The Influencing Machine: Brooke Gladstone on the Media
- The cover to the hardcover edition of The Influencing Machine.
- Author: Brooke Gladstone
- Illustrator: Josh Neufeld
- Language: English
- Subject: Media
- Genre: Comics, Journalism, Media Studies, Communication
- Publisher: W. W. Norton
- Publication date: May 2011
- Publication place: United States
- Media type: hardcover, paperback
- Pages: 192
- ISBN: 978-0393077797
- OCLC: 668194783

= Influencing Machine (book) =

Nonfiction graphic novel by Brooke Gladstone and Josh Neufeld

The Influencing Machine: Brooke Gladstone on the Media is a nonfiction graphic novel by journalist Brooke Gladstone and cartoonist Josh Neufeld.

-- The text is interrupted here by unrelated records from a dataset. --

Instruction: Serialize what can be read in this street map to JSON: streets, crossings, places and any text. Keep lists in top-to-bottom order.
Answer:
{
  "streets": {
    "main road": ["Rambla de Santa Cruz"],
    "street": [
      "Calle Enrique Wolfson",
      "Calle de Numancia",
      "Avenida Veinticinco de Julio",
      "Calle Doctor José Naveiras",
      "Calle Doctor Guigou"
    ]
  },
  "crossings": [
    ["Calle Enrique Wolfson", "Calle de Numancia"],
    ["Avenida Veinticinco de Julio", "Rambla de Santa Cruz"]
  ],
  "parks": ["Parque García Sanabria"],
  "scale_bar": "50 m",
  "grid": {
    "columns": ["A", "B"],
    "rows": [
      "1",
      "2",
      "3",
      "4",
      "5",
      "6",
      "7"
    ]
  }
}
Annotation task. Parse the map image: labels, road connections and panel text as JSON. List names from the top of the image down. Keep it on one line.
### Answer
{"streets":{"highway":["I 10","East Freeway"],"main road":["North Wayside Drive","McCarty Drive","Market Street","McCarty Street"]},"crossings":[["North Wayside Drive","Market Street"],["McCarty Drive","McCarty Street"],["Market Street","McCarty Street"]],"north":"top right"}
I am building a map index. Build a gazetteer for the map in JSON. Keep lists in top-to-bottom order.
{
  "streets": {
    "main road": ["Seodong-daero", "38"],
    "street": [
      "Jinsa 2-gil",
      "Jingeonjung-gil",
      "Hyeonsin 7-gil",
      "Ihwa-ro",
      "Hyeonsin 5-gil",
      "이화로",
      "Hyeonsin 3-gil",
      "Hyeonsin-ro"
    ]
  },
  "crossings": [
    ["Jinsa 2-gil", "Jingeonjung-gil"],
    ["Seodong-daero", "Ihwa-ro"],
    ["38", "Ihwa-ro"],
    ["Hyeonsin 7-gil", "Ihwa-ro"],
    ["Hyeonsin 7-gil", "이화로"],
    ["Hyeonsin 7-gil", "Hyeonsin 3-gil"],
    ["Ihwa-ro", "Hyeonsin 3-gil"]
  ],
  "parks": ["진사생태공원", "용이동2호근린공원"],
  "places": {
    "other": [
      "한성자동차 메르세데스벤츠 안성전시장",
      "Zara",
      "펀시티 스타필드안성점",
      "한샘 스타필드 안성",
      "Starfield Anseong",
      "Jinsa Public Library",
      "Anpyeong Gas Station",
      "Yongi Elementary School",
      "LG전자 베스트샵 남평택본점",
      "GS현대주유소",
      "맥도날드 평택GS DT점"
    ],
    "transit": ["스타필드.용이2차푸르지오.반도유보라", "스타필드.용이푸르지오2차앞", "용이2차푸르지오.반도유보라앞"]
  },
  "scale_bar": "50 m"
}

Gladstone describes the book as "a treatise on the relationship between us and the news media." It was further described by the New York Observer as "a manifesto on the role of the press in American history as told through a cartoon version of herself." The title of the book refers to On the Origin of the "Influencing Machine" in Schizophrenia, a 1919 article written by psychoanalyst Viktor Tausk.

== Publication history ==
The Influencing Machine was released in hardcover in May 2011. A paperback edition with a new cover was released in May 2012. A tenth anniversary edition, with a new cover, interior revisions, new material, and a new afterword, was released in January 2021.

== Synopsis ==
Much in the vein of Scott McCloud's Understanding Comics, Gladstone appears in the book as an illustrated character, taking the reader through two millennia of history — from the newspapers in Caesar's Rome to the penny press of the American Revolution and the activities of contemporary journalism. Issues discussed include bias, objectivity, misinformation, ethics, and a large chapter on war reporting. In a reference to the Trausk's "Influencing Machine," the book debunks the notion that “The Media” is an external force, outside of our control. Instead, it posits that the media is a mirror — sometimes a distorted one — reflecting society's beliefs and morals back at itself.

== Reception ==
The Influencing Machine received recognition from magazines, newspapers, and websites such as The New Yorker, National Public Radio, the Associated Press, The Nation, Columbia Journalism Review, and many others.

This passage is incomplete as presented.